SSM chaos by tag selects zero instances

The most common causes are: EC2_INSTANCE_TAG is misformatted (correct form is key:value); the tag has a typo; the tag exists in a different region than REGION; or no matching instances have the SSM Agent online. Verify with aws ec2 describe-instances --filters 'Name=tag:<key>,Values=<value>', then aws ssm describe-instance-information to confirm SSM reachability.

SSM chaos by tag ran the document on more instances than expected

INSTANCE_AFFECTED_PERC was higher than intended, or the tag selector matched more instances than expected. List the matched instances with aws ec2 describe-instances --filters 'Name=tag:<key>,Values=<value>' before re-running. Reduce INSTANCE_AFFECTED_PERC and narrow the tag to constrain blast radius.
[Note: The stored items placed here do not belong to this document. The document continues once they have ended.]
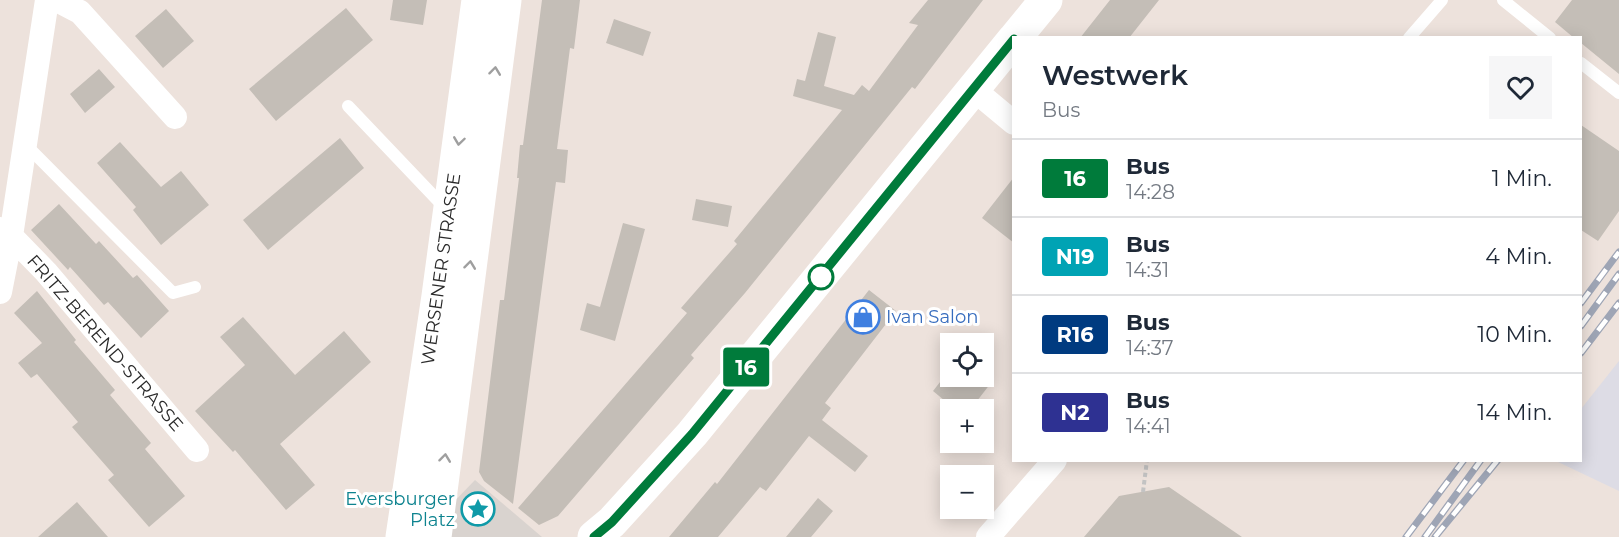 <!DOCTYPE html>
<html lang="de">
<head>
<meta charset="utf-8">
<style>
	body { margin:0; font-family:Montserrat,sans-serif; background:#f6f6f7; color:#1f2937; height:100vh; display:flex; flex-direction:column; font-size:22px; white-space:nowrap }
	* { box-sizing:border-box; margin:0 }
	p { font-size:20px; color:#747a83 }
	.icon { flex:none; width:33px; height:33px; fill:none; stroke:currentColor; stroke-width:2; stroke-linecap:round; stroke-linejoin:round }
	.map { position:relative; flex:1; overflow:hidden }
	.drawer { position:absolute; left:1012px; top:36px; width:570px; height:426px; display:flex; flex-direction:column; background:#fff; border-radius:0px; box-shadow:0 3px 15px #0003 }
	.drawer>* { flex:none }
	.badge { padding:0 12px; border-radius:4px; font-size:21px; line-height:39px }
	.controls { position:absolute; left:940px; top:333px; display:grid; gap:12px }
	.controls a { display:grid; place-items:center; width:54px; height:54px; border-radius:0px; background:#fff; box-shadow:0 3px 15px #0003; font-size:30px }
	.map>.badge { position:absolute; translate:-50% -50%; box-shadow:0 0 0 3px #fff }
	.round { display:grid; place-items:center; flex:none; width:63px; height:63px; border-radius:0px; background:#f6f6f7 }
	.head { display:flex; align-items:center; justify-content:space-between; height:102px; padding:0 30px }
	h1 { font-size:28px; font-weight:600; line-height:45px }
	ul { padding:0; list-style:none }
	li { display:flex; align-items:center; gap:18px; height:78px; padding:0 30px; border-top:2px solid #e0e1e3 }
	li div { flex:1 }
	li b { display:block; font-size:22px }
	li em { font-style:normal }
	li .badge { min-width:66px; font-weight:700; text-align:center }
	.map>svg:first-child { display:block }
	.industrial { fill:#dddce5 }
	.plaza { fill:#d9d3cf }
	.building { fill:#c4beb7 }
	.lines { fill:none; stroke-linecap:round; stroke-linejoin:round }
	.path { stroke:#c3c3c3; stroke-width:4; stroke-dasharray:4.5 3; stroke-linecap:butt }
	.lane { stroke:#fff; stroke-width:12 }
	.street { stroke:#fff; stroke-width:24 }
	.secondary { stroke:#fff; stroke-width:33 }
	.rail-casing { stroke:#9ea5b5; stroke-width:7 }
	.rail { stroke:#fff; stroke-width:4.5; stroke-dasharray:14; stroke-linecap:butt }
	.oneway { stroke:#9f9f9f }
	.line-casing { stroke:#fff; stroke-width:14 }
	.line { stroke:#007b3b; stroke-width:9 }
	.stop-dot { fill:#fff; stroke:#007b3b; stroke-width:3 }
	.labels { text-anchor:middle; stroke-width:6; stroke-linejoin:round; paint-order:stroke }
	.street-label { font-size:18px; fill:#2a2a2a; stroke:#fff }
	.shop-label { font-size:18px; fill:#366cbe; stroke:#fff; text-anchor:start }
	.culture-label { font-size:18px; fill:#0d838f; stroke:#fff; text-anchor:end }
</style>
</head>
<body>
<div class="map">
<svg width="1619" height="537" viewBox="0 0 1619 537">
	<rect width="100%" height="100%" fill="#ede2dc"/>
	<!-- industrial -->
	<path class="industrial" d="M1619,361V491L1556,461L1581,460V409Z"/>
	<!-- plaza -->
	<path class="plaza" d="M475,480L542,537H420Z"/>
	<!-- building -->
	<path class="building" d="M393,0H427L423,25L390,20Z
		M542,0H580L574,49L570,48L557,149L568,150L565,183L556,182L513,504L484,481L479,472L500,300H504L519,178H517L520,145H523Z
		M928,0H983L915,89L912,87L745,293L691,355L694,358L558,516L539,525L518,508L687,313L681,308L737,244L734,241L842,110L793,96L797,79L805,81L818,32L836,37L824,86L854,95L862,85L869,91L918,25L909,23Z
		M1110,0H1159L1129,38H1080Z
		M1572,0H1619V74L1581,43V38H1574L1555,22Z
		M346,8L373,40L276,121L249,89Z
		M166,9L194,41L163,68L135,36Z
		M614,19L651,32L643,56L606,43Z
		M99,69L115,87L85,113L70,94Z
		M1581,125L1619,151V211L1598,241L1581,230Z
		M340,138L364,168L268,250L243,220Z
		M120,142L161,187L181,171L209,205L161,245L133,210L136,207L97,163Z
		M1014,177V243L982,218Z
		M696,199L732,206L728,227L692,220Z
		M59,204L96,244L99,241L133,278L137,275L169,311L141,338L108,302L104,305L70,267L68,270L31,230Z
		M623,223L645,229L615,341L580,330L587,303L600,307Z
		M869,290L896,311L825,403L831,408L822,420L868,456L855,472L809,436L766,491L760,487L718,537H669L715,482L717,484Z
		M37,291L76,340L74,342L115,390L110,395L151,443L145,449L185,496L149,527L108,480L114,475L72,427L78,422L37,374L31,378L18,363L42,343L14,313Z
		M243,317L295,375L344,331L371,362L280,444L315,485L286,510L235,450L233,452L195,411L245,365L220,337Z
		M951,368V376H984V372L994,379L970,410H956L933,391Z
		M1169,487L1242,537H1084L1119,496Z
		M818,498L833,511L811,537H786Z
		M77,502L108,537H38Z"/>
	<g class="lines">
		<!-- path -->
		<path class="path" d="M1143,492L1147,460"/>
		<!-- lane -->
		<path class="lane" d="M1503,0L1550,38
			M1409,38L1442,0
			M1581,63L1619,93
			M348,106L446,209
			M25,144L173,293L195,287"/>
		<!-- street -->
		<path class="street" d="M57,0L80,12L175,117
			M973,89L1014,123
			M0,229L11,236L46,272L197,450
			M0,292L11,236L47,0
			M988,537L1055,460"/>
		<!-- secondary -->
		<path class="secondary" d="M1015,38L1046,0
			M402,537L438,296L478,0
			M435,537L505,0
			M594,537L612,522L692,434L1014,39"/>
		<!-- rail casing -->
		<g class="rail-casing">
			<path id="rail" d="M1581,303L1619,252
				M1581,326L1619,274
				M1581,353L1619,303
				M1406,537L1464,460
				M1425,537L1481,460
				M1435,537L1498,460"/>
		</g>
		<!-- rail -->
		<use href="#rail" class="rail"/>
	</g>
	<!-- one-way arrows -->
	<defs><path id="oneway-chevron" d="M-2-3.5L2.5 0L-2 3.5" fill="none" stroke-width="1.6" stroke-linecap="round" stroke-linejoin="round" transform="scale(1.5)"/></defs>
	<g class="oneway">
		<use href="#oneway-chevron" transform="translate(495 71) rotate(-83)"/>
		<use href="#oneway-chevron" transform="translate(459 141) rotate(98)"/>
		<use href="#oneway-chevron" transform="translate(470 265) rotate(-83)"/>
		<use href="#oneway-chevron" transform="translate(445 458) rotate(-83)"/>
	</g>
	<g class="lines">
		<!-- line casing -->
		<g class="line-casing">
			<path id="line" d="M594,537L612,522L692,434L1014,39"/>
		</g>
		<!-- line -->
		<use href="#line" class="line"/>
	</g>
	<!-- icons -->
	<defs>
		<g id="shop-ring" transform="scale(1.725)"><circle r="9.5" fill="#fff" stroke="#3f7fe0" stroke-width="1.5"/><path d="M-5-2.5h2.3a2.7 3.5 0 0 1 5.4 0H5L5.5 6h-11ZM-1.5-2.5h3a1.5 2.3 0 0 0-3 0Z" fill="#3f7fe0"/></g>
		<g id="sight-ring" transform="scale(1.725)"><circle r="9.5" fill="#fff" stroke="#0f9aa8" stroke-width="1.5"/><path d="M0-6L1.8-2.2L6-1.7L2.9 1.2L3.7 5.4L0 3.3L-3.7 5.4L-2.9 1.2L-6-1.7L-1.8-2.2Z" fill="#0f9aa8"/></g>
	</defs>
	<g fill-rule="evenodd">
		<use href="#shop-ring" x="863" y="317"/>
		<use href="#sight-ring" x="478" y="509"/>
	</g>
	<!-- markers -->
	<circle class="stop-dot" cx="821" cy="277" r="12"/>
	<g class="labels">
		<!-- street labels -->
		<g class="street-label">
			<text transform="translate(441 269) rotate(-82)" y="6">WERSENER STRASSE</text>
			<text transform="translate(105 343) rotate(49)" y="6">FRITZ-BEREND-STRASSE</text>
		</g>
		<!-- shop labels -->
		<g class="shop-label">
			<text x="886" y="323">Ivan Salon</text>
		</g>
		<!-- culture labels -->
		<g class="culture-label">
			<text x="455" y="505">Eversburger<tspan x="455" dy="21">Platz</tspan></text>
		</g>
	</g>
</svg>
<div class="controls">
<a><svg class="icon" aria-label="locate" viewBox="0 0 24 24"><circle cx="12" cy="12" r="6"/><path d="M12 2v4M12 18v4M2 12h4M18 12h4"/></svg></a>
<a>+</a>
<a>−</a>
</div>
<b class="badge" style="left:746px;top:367px;background:#007b3b;color:#fff">16</b>
<section class="drawer">
<div class="head"><div><h1>Westwerk</h1><p>Bus</p></div><a class="round"><svg class="icon" aria-label="heart" viewBox="0 0 24 24"><path d="M12 20l-8-8c-3-5 5-10 8-4 3-6 11-1 8 4z"/></svg></a></div>
<ul>
<li><span class="badge" style="background:#007b3b;color:#fff">16</span><div><b>Bus</b><p>14:28</p></div><em>1 Min.</em></li>
<li><span class="badge" style="background:#00a3b4;color:#fff">N19</span><div><b>Bus</b><p>14:31</p></div><em>4 Min.</em></li>
<li><span class="badge" style="background:#003b80;color:#fff">R16</span><div><b>Bus</b><p>14:37</p></div><em>10 Min.</em></li>
<li><span class="badge" style="background:#2e3192;color:#fff">N2</span><div><b>Bus</b><p>14:41</p></div><em>14 Min.</em></li>
</ul>
</section>
</div>
</body>
</html>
SSM chaos by tag succeeded on some instances and timed out on others

The document took longer than TOTAL_CHAOS_DURATION on some hosts (heterogeneous load, slow disks, etc.). Increase TOTAL_CHAOS_DURATION, or restructure the document to short-circuit when it sees pre-existing chaos already in place. To force serial execution and observe per-host behaviour, set SEQUENCE=serial.